Stored data
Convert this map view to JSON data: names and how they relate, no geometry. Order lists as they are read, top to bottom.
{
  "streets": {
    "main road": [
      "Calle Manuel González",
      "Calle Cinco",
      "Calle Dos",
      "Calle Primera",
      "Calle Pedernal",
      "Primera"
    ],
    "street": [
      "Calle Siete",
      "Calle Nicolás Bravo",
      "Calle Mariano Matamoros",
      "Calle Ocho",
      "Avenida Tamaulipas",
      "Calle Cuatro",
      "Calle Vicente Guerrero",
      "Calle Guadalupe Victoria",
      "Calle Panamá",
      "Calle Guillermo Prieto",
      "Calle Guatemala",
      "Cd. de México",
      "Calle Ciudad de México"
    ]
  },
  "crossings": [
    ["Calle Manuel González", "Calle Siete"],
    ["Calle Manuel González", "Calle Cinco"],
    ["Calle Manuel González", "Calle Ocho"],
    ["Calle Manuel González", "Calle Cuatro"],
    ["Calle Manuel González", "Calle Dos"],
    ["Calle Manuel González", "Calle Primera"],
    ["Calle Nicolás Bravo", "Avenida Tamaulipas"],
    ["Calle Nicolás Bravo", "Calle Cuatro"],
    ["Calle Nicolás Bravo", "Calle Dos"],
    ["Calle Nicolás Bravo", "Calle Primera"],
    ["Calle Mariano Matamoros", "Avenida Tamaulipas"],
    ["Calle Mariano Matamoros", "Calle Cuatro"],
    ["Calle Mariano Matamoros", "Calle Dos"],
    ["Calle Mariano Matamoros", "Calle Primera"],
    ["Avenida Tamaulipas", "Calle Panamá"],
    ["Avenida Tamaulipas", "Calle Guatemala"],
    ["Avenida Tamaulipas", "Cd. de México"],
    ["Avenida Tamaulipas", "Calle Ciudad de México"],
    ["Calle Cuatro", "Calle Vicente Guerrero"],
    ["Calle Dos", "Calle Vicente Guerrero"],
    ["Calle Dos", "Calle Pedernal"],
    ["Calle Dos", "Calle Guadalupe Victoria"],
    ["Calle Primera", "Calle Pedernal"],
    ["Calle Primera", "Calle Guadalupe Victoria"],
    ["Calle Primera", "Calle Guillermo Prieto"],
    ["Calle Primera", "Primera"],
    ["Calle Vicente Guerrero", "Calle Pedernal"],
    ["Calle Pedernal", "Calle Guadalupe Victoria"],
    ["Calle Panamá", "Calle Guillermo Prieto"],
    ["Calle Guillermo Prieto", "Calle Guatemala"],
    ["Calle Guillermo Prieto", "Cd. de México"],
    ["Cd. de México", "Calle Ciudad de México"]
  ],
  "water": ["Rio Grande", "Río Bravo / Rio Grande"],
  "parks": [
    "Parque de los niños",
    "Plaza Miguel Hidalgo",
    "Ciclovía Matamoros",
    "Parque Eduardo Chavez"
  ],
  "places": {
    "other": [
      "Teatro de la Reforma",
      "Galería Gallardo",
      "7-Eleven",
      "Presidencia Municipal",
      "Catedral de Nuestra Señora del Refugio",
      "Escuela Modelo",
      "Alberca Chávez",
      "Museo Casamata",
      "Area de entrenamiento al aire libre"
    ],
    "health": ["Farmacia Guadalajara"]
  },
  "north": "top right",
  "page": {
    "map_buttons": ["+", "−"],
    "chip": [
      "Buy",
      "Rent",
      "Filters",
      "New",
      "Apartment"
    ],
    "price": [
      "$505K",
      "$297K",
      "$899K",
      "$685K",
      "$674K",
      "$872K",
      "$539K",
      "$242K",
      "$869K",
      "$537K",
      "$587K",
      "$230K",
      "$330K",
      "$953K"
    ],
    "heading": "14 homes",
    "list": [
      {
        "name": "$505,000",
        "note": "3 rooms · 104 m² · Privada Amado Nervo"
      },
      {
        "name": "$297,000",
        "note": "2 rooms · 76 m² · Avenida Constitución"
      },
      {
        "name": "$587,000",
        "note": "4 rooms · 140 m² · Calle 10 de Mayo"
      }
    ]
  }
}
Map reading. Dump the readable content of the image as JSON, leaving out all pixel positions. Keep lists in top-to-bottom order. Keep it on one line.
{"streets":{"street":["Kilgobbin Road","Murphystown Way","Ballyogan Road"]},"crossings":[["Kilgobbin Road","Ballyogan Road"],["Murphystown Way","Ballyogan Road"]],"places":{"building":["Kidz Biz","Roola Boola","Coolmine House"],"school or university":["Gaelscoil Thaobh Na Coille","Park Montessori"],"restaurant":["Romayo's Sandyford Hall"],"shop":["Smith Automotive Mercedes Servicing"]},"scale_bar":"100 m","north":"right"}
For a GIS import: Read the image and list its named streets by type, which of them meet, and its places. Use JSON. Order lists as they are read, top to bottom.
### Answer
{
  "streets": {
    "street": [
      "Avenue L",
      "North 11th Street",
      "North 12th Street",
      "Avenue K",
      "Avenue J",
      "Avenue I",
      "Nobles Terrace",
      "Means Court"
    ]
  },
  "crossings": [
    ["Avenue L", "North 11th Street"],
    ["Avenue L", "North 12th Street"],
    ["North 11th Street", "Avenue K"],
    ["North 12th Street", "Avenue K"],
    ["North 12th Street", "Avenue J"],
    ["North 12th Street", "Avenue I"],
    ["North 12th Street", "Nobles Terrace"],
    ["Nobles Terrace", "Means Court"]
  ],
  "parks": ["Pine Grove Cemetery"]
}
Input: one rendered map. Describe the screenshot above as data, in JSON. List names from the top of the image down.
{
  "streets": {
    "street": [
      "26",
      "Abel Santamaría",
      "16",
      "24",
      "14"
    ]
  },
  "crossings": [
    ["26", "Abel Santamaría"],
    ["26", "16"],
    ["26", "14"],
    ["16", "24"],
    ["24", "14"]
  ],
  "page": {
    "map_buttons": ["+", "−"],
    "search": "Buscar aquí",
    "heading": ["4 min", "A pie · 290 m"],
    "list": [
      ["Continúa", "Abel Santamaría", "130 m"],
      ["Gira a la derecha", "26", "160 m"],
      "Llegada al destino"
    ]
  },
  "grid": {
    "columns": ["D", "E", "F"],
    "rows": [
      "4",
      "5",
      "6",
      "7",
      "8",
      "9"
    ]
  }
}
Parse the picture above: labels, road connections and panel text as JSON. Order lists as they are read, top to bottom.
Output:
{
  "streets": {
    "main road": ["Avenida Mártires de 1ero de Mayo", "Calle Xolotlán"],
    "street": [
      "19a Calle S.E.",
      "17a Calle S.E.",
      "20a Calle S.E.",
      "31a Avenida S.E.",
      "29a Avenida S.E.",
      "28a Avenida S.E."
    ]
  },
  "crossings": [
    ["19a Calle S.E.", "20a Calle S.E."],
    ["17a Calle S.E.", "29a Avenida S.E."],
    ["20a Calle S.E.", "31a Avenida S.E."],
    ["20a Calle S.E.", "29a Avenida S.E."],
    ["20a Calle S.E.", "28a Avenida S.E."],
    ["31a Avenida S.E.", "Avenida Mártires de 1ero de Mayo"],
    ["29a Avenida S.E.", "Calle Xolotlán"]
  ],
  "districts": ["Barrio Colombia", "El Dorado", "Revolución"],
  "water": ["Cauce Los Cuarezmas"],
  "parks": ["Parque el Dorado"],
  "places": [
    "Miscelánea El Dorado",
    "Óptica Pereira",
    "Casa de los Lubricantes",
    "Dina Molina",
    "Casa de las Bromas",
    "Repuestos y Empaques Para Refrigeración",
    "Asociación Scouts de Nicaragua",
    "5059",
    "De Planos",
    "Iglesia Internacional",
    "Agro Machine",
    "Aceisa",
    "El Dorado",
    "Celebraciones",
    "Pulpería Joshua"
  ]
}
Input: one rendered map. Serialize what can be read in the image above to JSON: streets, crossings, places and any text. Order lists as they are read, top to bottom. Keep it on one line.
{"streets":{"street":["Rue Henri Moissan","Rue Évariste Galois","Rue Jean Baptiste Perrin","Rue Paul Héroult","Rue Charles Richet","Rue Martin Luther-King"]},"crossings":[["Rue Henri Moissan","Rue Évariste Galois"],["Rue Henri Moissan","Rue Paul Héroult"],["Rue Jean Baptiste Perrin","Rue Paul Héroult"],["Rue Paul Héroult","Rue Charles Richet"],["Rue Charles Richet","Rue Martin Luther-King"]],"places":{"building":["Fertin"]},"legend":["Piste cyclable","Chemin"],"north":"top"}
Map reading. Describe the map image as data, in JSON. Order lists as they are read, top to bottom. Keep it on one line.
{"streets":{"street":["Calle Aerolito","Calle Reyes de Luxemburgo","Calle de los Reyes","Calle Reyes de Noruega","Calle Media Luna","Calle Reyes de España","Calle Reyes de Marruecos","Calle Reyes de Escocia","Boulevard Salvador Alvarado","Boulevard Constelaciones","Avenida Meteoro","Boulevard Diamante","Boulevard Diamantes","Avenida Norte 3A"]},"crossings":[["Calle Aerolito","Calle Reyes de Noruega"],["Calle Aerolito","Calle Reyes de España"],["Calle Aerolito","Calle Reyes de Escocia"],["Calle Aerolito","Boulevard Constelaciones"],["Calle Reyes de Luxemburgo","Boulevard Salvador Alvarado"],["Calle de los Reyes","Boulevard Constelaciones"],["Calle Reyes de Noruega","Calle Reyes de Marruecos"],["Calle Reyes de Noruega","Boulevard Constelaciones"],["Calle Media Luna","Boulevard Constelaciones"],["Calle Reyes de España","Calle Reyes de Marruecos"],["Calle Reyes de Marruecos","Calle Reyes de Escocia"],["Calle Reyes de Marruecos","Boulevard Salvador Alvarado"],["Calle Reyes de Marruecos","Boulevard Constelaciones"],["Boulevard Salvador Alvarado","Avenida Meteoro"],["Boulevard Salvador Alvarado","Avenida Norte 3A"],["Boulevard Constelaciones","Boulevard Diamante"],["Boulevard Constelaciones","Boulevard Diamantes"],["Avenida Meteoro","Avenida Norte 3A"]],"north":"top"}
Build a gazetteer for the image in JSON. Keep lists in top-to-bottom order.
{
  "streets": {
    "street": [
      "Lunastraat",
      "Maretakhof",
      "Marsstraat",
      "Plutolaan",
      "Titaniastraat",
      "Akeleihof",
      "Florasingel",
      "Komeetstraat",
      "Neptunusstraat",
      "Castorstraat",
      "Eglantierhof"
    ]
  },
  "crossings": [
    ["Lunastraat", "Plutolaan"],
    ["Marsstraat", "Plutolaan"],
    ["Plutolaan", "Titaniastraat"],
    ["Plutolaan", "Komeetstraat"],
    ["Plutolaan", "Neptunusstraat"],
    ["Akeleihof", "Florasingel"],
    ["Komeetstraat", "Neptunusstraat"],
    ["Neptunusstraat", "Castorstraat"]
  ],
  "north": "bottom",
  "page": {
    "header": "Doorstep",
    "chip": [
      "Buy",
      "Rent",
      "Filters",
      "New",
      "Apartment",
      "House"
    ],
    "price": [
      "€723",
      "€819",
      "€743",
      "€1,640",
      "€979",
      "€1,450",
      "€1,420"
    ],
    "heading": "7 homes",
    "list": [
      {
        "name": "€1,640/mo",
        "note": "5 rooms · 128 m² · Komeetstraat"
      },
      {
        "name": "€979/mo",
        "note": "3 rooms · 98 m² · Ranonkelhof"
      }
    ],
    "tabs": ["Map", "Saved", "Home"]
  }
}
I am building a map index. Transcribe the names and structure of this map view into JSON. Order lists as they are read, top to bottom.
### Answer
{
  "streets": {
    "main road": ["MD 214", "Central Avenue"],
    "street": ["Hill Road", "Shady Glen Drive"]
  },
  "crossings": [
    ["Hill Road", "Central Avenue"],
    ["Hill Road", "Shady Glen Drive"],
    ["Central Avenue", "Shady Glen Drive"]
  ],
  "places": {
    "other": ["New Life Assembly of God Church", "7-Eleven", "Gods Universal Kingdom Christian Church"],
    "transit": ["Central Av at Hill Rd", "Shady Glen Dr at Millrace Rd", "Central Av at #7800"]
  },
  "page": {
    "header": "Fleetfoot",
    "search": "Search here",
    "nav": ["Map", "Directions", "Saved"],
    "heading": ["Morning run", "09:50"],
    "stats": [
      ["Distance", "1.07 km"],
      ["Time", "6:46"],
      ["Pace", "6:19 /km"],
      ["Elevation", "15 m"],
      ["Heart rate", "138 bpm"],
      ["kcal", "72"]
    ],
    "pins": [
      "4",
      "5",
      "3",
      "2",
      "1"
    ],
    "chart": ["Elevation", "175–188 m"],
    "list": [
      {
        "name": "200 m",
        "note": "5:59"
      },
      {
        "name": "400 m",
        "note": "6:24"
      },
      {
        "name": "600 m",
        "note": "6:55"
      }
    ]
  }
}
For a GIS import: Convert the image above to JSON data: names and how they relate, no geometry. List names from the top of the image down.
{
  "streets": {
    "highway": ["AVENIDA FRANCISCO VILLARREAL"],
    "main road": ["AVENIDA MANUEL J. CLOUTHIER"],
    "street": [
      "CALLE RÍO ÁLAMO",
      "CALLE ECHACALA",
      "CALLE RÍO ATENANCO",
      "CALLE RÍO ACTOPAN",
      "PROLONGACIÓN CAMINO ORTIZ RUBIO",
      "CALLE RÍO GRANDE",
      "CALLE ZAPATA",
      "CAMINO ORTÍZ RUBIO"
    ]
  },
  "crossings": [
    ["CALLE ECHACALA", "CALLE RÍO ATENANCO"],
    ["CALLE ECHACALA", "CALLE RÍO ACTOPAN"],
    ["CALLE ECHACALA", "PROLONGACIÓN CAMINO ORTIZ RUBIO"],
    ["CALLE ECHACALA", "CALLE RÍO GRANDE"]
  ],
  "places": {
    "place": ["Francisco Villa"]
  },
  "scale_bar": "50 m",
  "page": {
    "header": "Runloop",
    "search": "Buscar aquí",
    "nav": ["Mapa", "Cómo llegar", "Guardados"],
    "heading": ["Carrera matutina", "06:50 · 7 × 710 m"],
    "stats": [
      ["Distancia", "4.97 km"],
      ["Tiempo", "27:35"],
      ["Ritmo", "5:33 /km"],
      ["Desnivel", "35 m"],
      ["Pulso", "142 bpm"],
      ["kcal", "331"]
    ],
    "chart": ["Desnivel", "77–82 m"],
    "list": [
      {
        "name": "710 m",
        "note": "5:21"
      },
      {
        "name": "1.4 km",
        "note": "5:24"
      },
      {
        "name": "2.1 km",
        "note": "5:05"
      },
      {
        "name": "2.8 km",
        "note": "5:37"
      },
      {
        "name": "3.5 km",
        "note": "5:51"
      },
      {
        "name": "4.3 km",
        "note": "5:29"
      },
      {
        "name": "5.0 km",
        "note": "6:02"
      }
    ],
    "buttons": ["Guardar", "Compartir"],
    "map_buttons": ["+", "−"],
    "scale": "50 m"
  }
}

**THE TASK**
If a line in the records includes "Guadalupe", it counts toward the total; report that total by itself.

**TASK RESPONSE**
4